Could you repeat the entries below word for word, leaving nothing out?

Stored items
--- --- ---
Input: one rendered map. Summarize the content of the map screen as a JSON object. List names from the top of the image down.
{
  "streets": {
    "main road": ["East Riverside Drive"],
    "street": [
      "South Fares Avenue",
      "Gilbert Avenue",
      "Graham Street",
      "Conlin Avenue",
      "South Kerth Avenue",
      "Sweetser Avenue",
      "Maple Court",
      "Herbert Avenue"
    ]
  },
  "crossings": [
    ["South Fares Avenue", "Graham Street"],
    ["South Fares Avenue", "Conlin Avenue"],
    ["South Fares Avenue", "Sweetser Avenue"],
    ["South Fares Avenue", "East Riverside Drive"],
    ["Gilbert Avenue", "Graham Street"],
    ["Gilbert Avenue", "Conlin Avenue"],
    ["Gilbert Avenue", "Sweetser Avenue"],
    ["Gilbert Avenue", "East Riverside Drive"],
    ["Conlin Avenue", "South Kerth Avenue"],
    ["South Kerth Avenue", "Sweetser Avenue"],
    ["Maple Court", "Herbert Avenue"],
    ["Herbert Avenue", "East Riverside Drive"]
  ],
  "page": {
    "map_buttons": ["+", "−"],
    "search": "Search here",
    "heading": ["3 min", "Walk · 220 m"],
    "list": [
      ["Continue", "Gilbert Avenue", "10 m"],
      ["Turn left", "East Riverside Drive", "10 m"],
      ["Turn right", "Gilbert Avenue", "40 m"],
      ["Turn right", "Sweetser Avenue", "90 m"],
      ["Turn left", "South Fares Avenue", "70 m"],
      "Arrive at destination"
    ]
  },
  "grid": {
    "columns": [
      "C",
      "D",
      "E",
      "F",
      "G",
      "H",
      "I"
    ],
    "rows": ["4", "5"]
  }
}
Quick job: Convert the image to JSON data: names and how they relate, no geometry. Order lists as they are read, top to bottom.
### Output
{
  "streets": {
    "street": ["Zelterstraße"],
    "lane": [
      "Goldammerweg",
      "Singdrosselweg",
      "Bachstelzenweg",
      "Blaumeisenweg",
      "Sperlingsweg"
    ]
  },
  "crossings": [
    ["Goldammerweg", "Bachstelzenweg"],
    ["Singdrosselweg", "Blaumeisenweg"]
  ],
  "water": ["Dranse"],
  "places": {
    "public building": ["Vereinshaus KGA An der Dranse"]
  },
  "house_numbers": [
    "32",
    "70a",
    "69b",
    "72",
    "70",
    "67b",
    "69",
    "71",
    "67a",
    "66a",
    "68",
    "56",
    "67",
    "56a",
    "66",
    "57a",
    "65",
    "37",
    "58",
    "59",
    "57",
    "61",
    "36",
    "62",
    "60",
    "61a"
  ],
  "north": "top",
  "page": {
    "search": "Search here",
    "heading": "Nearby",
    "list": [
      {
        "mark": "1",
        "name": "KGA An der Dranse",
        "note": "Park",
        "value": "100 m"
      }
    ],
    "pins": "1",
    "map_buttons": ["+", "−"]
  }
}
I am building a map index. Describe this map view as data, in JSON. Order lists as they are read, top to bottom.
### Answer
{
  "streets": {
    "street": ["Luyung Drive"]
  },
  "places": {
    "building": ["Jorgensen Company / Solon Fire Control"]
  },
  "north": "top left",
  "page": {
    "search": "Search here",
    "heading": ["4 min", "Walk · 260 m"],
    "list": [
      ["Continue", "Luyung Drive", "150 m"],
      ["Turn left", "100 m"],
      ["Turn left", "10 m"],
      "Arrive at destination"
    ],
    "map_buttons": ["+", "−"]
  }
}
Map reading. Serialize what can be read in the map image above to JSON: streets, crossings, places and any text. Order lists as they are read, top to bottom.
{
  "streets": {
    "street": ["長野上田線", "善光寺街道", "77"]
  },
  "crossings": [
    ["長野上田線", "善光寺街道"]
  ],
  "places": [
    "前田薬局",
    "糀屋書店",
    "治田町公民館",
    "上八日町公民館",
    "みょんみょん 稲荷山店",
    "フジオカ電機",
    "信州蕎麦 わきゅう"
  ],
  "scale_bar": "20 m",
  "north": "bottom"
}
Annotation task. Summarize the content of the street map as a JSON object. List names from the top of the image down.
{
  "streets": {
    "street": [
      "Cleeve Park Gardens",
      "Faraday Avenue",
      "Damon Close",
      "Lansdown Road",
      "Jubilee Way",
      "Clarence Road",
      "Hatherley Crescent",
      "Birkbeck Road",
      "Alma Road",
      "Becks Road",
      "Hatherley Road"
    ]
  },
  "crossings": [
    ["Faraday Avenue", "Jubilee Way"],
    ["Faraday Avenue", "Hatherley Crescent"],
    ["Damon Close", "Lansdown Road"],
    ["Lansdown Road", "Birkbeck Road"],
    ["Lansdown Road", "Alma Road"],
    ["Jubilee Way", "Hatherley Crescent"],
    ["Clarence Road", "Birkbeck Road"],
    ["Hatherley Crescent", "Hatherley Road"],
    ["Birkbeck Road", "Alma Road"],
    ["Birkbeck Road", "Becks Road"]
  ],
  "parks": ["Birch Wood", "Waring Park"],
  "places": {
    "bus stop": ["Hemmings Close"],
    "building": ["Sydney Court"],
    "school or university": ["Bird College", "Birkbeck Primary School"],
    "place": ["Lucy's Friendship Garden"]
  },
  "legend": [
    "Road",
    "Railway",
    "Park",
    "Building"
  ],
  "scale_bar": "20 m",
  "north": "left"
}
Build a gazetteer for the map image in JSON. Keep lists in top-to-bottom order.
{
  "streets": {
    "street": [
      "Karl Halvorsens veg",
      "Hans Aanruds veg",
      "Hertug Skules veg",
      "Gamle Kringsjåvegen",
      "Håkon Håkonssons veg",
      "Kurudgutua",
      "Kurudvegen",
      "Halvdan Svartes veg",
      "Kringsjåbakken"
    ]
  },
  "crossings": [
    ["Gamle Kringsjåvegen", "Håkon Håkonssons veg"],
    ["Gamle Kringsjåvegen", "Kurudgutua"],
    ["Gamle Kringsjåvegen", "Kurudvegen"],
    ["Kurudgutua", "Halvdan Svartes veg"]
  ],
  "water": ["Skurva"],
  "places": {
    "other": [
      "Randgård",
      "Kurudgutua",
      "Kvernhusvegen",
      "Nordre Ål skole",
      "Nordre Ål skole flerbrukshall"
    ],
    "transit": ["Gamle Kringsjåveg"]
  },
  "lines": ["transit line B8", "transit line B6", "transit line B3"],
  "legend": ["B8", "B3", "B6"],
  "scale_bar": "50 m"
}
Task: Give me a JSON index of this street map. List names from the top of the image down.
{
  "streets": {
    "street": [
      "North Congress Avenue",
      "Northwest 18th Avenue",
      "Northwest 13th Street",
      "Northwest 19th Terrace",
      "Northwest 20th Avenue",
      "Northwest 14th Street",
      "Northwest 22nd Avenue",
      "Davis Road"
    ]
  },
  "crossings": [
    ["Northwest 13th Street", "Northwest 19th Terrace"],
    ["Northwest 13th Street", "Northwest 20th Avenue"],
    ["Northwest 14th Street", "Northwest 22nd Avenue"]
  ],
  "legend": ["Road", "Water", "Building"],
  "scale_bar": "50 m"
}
--- --- ---
Finished task
Input: one rendered map. Summarize the content of the map screen as a JSON object. List names from the top of the image down.
{
  "streets": {
    "main road": ["East Riverside Drive"],
    "street": [
      "South Fares Avenue",
      "Gilbert Avenue",
      "Graham Street",
      "Conlin Avenue",
      "South Kerth Avenue",
      "Sweetser Avenue",
      "Maple Court",
      "Herbert Avenue"
    ]
  },
  "crossings": [
    ["South Fares Avenue", "Graham Street"],
    ["South Fares Avenue", "Conlin Avenue"],
    ["South Fares Avenue", "Sweetser Avenue"],
    ["South Fares Avenue", "East Riverside Drive"],
    ["Gilbert Avenue", "Graham Street"],
    ["Gilbert Avenue", "Conlin Avenue"],
    ["Gilbert Avenue", "Sweetser Avenue"],
    ["Gilbert Avenue", "East Riverside Drive"],
    ["Conlin Avenue", "South Kerth Avenue"],
    ["South Kerth Avenue", "Sweetser Avenue"],
    ["Maple Court", "Herbert Avenue"],
    ["Herbert Avenue", "East Riverside Drive"]
  ],
  "page": {
    "map_buttons": ["+", "−"],
    "search": "Search here",
    "heading": ["3 min", "Walk · 220 m"],
    "list": [
      ["Continue", "Gilbert Avenue", "10 m"],
      ["Turn left", "East Riverside Drive", "10 m"],
      ["Turn right", "Gilbert Avenue", "40 m"],
      ["Turn right", "Sweetser Avenue", "90 m"],
      ["Turn left", "South Fares Avenue", "70 m"],
      "Arrive at destination"
    ]
  },
  "grid": {
    "columns": [
      "C",
      "D",
      "E",
      "F",
      "G",
      "H",
      "I"
    ],
    "rows": ["4", "5"]
  }
}
Quick job: Convert the image to JSON data: names and how they relate, no geometry. Order lists as they are read, top to bottom.
### Output
{
  "streets": {
    "street": ["Zelterstraße"],
    "lane": [
      "Goldammerweg",
      "Singdrosselweg",
      "Bachstelzenweg",
      "Blaumeisenweg",
      "Sperlingsweg"
    ]
  },
  "crossings": [
    ["Goldammerweg", "Bachstelzenweg"],
    ["Singdrosselweg", "Blaumeisenweg"]
  ],
  "water": ["Dranse"],
  "places": {
    "public building": ["Vereinshaus KGA An der Dranse"]
  },
  "house_numbers": [
    "32",
    "70a",
    "69b",
    "72",
    "70",
    "67b",
    "69",
    "71",
    "67a",
    "66a",
    "68",
    "56",
    "67",
    "56a",
    "66",
    "57a",
    "65",
    "37",
    "58",
    "59",
    "57",
    "61",
    "36",
    "62",
    "60",
    "61a"
  ],
  "north": "top",
  "page": {
    "search": "Search here",
    "heading": "Nearby",
    "list": [
      {
        "mark": "1",
        "name": "KGA An der Dranse",
        "note": "Park",
        "value": "100 m"
      }
    ],
    "pins": "1",
    "map_buttons": ["+", "−"]
  }
}
I am building a map index. Describe this map view as data, in JSON. Order lists as they are read, top to bottom.
### Answer
{
  "streets": {
    "street": ["Luyung Drive"]
  },
  "places": {
    "building": ["Jorgensen Company / Solon Fire Control"]
  },
  "north": "top left",
  "page": {
    "search": "Search here",
    "heading": ["4 min", "Walk · 260 m"],
    "list": [
      ["Continue", "Luyung Drive", "150 m"],
      ["Turn left", "100 m"],
      ["Turn left", "10 m"],
      "Arrive at destination"
    ],
    "map_buttons": ["+", "−"]
  }
}
Map reading. Serialize what can be read in the map image above to JSON: streets, crossings, places and any text. Order lists as they are read, top to bottom.
{
  "streets": {
    "street": ["長野上田線", "善光寺街道", "77"]
  },
  "crossings": [
    ["長野上田線", "善光寺街道"]
  ],
  "places": [
    "前田薬局",
    "糀屋書店",
    "治田町公民館",
    "上八日町公民館",
    "みょんみょん 稲荷山店",
    "フジオカ電機",
    "信州蕎麦 わきゅう"
  ],
  "scale_bar": "20 m",
  "north": "bottom"
}
Annotation task. Summarize the content of the street map as a JSON object. List names from the top of the image down.
{
  "streets": {
    "street": [
      "Cleeve Park Gardens",
      "Faraday Avenue",
      "Damon Close",
      "Lansdown Road",
      "Jubilee Way",
      "Clarence Road",
      "Hatherley Crescent",
      "Birkbeck Road",
      "Alma Road",
      "Becks Road",
      "Hatherley Road"
    ]
  },
  "crossings": [
    ["Faraday Avenue", "Jubilee Way"],
    ["Faraday Avenue", "Hatherley Crescent"],
    ["Damon Close", "Lansdown Road"],
    ["Lansdown Road", "Birkbeck Road"],
    ["Lansdown Road", "Alma Road"],
    ["Jubilee Way", "Hatherley Crescent"],
    ["Clarence Road", "Birkbeck Road"],
    ["Hatherley Crescent", "Hatherley Road"],
    ["Birkbeck Road", "Alma Road"],
    ["Birkbeck Road", "Becks Road"]
  ],
  "parks": ["Birch Wood", "Waring Park"],
  "places": {
    "bus stop": ["Hemmings Close"],
    "building": ["Sydney Court"],
    "school or university": ["Bird College", "Birkbeck Primary School"],
    "place": ["Lucy's Friendship Garden"]
  },
  "legend": [
    "Road",
    "Railway",
    "Park",
    "Building"
  ],
  "scale_bar": "20 m",
  "north": "left"
}
Build a gazetteer for the map image in JSON. Keep lists in top-to-bottom order.
{
  "streets": {
    "street": [
      "Karl Halvorsens veg",
      "Hans Aanruds veg",
      "Hertug Skules veg",
      "Gamle Kringsjåvegen",
      "Håkon Håkonssons veg",
      "Kurudgutua",
      "Kurudvegen",
      "Halvdan Svartes veg",
      "Kringsjåbakken"
    ]
  },
  "crossings": [
    ["Gamle Kringsjåvegen", "Håkon Håkonssons veg"],
    ["Gamle Kringsjåvegen", "Kurudgutua"],
    ["Gamle Kringsjåvegen", "Kurudvegen"],
    ["Kurudgutua", "Halvdan Svartes veg"]
  ],
  "water": ["Skurva"],
  "places": {
    "other": [
      "Randgård",
      "Kurudgutua",
      "Kvernhusvegen",
      "Nordre Ål skole",
      "Nordre Ål skole flerbrukshall"
    ],
    "transit": ["Gamle Kringsjåveg"]
  },
  "lines": ["transit line B8", "transit line B6", "transit line B3"],
  "legend": ["B8", "B3", "B6"],
  "scale_bar": "50 m"
}
Task: Give me a JSON index of this street map. List names from the top of the image down.
{
  "streets": {
    "street": [
      "North Congress Avenue",
      "Northwest 18th Avenue",
      "Northwest 13th Street",
      "Northwest 19th Terrace",
      "Northwest 20th Avenue",
      "Northwest 14th Street",
      "Northwest 22nd Avenue",
      "Davis Road"
    ]
  },
  "crossings": [
    ["Northwest 13th Street", "Northwest 19th Terrace"],
    ["Northwest 13th Street", "Northwest 20th Avenue"],
    ["Northwest 14th Street", "Northwest 22nd Avenue"]
  ],
  "legend": ["Road", "Water", "Building"],
  "scale_bar": "50 m"
}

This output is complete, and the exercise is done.